■ **Activity**
Everything from the first line of the records to the line containing "height:38px; margin:-19px; padding:0", inclusive, is to be extracted exactly, and nothing more.

■ **Material provided**
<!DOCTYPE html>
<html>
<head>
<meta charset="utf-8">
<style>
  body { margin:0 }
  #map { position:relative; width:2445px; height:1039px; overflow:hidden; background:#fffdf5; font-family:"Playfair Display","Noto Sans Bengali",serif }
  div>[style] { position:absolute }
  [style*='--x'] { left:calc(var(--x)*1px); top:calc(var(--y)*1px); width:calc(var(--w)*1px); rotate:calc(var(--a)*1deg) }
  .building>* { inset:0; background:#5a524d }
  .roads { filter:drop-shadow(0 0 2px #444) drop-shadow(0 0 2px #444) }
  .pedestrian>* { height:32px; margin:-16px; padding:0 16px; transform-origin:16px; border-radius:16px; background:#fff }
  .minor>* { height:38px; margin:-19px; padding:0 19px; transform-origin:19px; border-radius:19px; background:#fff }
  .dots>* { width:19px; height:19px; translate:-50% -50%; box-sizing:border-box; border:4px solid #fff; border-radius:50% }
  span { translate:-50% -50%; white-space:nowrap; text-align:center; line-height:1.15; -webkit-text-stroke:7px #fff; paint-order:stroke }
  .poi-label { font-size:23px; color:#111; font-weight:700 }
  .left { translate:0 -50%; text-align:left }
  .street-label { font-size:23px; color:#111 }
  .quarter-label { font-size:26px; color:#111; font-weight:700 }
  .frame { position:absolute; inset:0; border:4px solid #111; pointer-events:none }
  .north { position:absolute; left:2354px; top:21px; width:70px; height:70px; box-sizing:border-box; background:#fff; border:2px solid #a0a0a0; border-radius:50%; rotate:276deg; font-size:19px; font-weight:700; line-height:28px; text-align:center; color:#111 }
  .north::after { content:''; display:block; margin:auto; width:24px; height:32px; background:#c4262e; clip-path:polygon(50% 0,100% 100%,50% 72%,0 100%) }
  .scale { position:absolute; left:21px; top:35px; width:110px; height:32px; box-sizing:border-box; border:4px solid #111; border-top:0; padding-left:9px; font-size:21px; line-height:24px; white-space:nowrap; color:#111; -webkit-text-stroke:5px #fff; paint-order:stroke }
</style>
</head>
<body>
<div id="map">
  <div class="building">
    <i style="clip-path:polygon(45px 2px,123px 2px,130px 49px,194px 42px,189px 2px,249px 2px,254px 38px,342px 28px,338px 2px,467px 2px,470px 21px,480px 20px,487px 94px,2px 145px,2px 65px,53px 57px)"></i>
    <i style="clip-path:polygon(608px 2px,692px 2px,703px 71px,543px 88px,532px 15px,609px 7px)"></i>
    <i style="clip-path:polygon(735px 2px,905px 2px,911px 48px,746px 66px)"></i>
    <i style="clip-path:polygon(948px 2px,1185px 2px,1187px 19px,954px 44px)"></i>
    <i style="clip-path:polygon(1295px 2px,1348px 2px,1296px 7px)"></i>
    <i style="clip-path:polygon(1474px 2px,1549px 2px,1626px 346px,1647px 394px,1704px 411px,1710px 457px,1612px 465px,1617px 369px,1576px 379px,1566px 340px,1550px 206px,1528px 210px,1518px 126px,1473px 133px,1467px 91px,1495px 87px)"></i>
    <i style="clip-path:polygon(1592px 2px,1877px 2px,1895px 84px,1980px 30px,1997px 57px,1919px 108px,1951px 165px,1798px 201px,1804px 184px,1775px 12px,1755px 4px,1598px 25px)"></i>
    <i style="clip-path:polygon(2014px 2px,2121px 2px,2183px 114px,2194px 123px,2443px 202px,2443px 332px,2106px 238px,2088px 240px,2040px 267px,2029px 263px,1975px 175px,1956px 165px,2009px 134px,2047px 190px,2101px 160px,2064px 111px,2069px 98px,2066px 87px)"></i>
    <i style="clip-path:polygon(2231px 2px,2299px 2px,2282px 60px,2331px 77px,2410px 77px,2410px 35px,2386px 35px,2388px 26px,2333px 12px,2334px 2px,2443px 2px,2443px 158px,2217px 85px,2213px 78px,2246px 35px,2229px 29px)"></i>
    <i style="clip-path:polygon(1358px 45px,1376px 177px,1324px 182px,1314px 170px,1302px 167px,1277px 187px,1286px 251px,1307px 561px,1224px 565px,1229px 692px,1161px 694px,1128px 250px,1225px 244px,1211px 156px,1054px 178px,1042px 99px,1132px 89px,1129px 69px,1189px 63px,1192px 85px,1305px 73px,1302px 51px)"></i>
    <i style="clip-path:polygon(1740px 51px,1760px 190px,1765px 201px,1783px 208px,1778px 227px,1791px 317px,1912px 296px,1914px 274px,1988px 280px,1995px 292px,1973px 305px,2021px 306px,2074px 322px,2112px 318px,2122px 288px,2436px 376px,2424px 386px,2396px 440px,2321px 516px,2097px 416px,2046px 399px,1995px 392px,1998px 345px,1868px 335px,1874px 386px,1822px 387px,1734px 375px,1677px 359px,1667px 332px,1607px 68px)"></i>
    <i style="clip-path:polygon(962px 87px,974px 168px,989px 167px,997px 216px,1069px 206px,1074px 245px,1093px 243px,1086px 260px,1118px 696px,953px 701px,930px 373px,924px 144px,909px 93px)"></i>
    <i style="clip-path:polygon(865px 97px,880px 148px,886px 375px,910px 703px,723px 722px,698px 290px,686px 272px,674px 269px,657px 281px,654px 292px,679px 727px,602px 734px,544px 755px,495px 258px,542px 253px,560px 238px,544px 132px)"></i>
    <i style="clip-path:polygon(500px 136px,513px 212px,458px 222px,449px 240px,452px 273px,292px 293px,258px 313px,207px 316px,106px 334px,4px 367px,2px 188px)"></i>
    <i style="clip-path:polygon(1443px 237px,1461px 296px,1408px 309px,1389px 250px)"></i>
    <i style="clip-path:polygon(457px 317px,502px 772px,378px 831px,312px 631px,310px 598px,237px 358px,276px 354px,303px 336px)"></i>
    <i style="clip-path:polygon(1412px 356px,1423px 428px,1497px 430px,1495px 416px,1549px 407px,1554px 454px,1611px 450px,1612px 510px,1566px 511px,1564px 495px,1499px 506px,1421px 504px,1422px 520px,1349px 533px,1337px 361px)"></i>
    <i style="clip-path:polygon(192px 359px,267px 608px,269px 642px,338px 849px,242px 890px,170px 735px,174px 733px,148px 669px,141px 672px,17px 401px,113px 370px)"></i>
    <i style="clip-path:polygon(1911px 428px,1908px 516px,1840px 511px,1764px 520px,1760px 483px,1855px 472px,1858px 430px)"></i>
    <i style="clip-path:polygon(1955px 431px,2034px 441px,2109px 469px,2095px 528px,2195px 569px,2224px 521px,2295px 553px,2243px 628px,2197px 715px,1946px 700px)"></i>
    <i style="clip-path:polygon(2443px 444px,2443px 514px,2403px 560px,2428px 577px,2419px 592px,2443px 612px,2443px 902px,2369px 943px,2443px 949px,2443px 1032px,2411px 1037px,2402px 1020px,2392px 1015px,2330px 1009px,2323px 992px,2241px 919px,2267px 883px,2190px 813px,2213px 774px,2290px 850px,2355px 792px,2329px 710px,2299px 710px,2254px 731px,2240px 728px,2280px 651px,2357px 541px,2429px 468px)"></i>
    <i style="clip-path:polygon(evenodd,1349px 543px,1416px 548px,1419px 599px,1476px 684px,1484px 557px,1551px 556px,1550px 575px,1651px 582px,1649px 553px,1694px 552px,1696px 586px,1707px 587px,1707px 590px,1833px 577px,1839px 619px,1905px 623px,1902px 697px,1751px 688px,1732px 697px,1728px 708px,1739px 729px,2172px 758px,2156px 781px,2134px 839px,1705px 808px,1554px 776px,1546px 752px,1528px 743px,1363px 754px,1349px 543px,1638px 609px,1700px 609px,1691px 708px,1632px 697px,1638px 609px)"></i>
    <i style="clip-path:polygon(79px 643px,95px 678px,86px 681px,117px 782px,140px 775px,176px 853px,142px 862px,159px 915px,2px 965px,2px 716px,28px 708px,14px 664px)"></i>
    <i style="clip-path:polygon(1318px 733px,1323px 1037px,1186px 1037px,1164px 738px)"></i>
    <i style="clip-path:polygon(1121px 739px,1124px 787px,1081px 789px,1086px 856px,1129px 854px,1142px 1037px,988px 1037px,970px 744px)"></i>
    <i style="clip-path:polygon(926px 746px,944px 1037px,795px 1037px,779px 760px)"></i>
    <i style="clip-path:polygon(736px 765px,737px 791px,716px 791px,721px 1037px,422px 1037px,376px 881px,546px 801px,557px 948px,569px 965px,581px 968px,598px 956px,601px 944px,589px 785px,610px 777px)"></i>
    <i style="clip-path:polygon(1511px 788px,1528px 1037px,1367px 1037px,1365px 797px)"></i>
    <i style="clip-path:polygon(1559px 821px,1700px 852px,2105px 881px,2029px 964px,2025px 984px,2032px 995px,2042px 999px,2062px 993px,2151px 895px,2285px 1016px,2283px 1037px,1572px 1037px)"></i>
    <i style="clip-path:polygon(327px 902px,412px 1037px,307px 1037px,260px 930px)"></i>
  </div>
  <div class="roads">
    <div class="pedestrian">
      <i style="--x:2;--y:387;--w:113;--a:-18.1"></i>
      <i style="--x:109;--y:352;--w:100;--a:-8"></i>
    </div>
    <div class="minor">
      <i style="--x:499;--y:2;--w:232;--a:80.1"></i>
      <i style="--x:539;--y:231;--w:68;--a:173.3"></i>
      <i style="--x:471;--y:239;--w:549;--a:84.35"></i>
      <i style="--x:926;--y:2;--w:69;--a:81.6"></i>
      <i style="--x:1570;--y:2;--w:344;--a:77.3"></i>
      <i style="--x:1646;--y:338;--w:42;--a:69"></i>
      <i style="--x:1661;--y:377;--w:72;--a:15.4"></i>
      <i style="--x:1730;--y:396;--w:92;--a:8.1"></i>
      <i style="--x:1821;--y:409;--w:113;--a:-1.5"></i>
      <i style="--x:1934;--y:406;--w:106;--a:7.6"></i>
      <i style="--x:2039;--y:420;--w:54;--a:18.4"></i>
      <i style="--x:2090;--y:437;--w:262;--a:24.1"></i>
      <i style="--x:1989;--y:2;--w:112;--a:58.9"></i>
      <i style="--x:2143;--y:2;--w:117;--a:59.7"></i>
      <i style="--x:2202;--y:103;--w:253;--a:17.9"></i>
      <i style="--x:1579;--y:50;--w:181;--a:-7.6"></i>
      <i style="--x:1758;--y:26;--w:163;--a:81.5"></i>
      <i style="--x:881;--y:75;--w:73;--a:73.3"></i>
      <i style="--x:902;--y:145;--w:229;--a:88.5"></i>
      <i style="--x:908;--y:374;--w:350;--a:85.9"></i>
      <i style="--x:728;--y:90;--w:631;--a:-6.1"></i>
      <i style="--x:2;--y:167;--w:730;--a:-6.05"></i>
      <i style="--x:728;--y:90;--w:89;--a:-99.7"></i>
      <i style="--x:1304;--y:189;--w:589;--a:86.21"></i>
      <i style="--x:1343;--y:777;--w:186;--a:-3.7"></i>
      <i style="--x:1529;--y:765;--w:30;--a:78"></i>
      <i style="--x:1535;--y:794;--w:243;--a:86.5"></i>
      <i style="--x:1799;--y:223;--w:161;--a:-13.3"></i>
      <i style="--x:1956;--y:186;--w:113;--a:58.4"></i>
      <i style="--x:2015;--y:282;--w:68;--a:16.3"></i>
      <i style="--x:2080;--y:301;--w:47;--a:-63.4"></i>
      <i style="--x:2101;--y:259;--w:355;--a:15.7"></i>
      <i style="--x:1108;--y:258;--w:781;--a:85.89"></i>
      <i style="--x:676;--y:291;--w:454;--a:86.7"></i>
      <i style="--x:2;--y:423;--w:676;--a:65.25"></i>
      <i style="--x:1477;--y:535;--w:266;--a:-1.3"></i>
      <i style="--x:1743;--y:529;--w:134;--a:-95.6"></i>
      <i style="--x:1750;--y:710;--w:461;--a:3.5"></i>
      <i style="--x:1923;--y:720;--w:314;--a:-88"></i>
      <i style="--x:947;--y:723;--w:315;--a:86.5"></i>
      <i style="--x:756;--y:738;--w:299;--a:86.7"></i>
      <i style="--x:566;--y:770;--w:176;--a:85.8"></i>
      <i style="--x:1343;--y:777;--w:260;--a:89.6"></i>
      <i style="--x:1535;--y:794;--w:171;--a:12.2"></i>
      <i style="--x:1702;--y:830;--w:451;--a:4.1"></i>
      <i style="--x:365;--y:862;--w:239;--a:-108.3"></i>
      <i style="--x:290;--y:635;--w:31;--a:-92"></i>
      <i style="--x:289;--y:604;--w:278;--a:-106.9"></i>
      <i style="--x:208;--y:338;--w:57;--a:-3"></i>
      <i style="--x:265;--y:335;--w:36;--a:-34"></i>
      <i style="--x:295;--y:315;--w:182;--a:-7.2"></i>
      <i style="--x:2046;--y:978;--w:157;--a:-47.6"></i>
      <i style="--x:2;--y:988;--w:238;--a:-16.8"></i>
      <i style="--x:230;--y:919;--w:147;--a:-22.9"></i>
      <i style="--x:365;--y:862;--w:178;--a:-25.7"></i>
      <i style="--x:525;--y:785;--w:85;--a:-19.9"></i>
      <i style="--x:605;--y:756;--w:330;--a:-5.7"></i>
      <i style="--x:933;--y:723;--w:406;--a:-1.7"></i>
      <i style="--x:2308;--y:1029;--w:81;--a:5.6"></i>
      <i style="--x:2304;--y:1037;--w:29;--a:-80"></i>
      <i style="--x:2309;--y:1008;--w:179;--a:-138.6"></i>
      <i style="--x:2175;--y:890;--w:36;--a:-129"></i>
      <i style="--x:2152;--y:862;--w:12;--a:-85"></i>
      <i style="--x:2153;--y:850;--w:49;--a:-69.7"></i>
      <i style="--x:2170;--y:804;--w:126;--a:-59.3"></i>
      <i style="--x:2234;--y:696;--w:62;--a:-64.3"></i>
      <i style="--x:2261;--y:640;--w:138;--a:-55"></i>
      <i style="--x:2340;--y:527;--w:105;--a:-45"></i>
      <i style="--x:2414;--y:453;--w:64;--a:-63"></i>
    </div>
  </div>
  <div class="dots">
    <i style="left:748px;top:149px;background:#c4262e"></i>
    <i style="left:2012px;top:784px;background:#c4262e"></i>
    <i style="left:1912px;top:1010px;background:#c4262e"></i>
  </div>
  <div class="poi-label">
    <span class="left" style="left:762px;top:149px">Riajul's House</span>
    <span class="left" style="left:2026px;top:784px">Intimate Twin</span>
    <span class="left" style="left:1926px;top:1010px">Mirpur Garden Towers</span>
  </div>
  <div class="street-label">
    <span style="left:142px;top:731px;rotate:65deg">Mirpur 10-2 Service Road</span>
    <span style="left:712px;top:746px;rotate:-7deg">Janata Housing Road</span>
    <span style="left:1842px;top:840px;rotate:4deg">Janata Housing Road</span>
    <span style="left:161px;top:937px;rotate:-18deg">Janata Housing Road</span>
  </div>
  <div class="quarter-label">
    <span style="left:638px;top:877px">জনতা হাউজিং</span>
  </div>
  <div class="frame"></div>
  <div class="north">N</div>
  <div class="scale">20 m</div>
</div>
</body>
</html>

■ **Result**
<!DOCTYPE html>
<html>
<head>
<meta charset="utf-8">
<style>
  body { margin:0 }
  #map { position:relative; width:2445px; height:1039px; overflow:hidden; background:#fffdf5; font-family:"Playfair Display","Noto Sans Bengali",serif }
  div>[style] { position:absolute }
  [style*='--x'] { left:calc(var(--x)*1px); top:calc(var(--y)*1px); width:calc(var(--w)*1px); rotate:calc(var(--a)*1deg) }
  .building>* { inset:0; background:#5a524d }
  .roads { filter:drop-shadow(0 0 2px #444) drop-shadow(0 0 2px #444) }
  .pedestrian>* { height:32px; margin:-16px; padding:0 16px; transform-origin:16px; border-radius:16px; background:#fff }
  .minor>* { height:38px; margin:-19px; padding:0 19px; transform-origin:19px; border-radius:19px; background:#fff }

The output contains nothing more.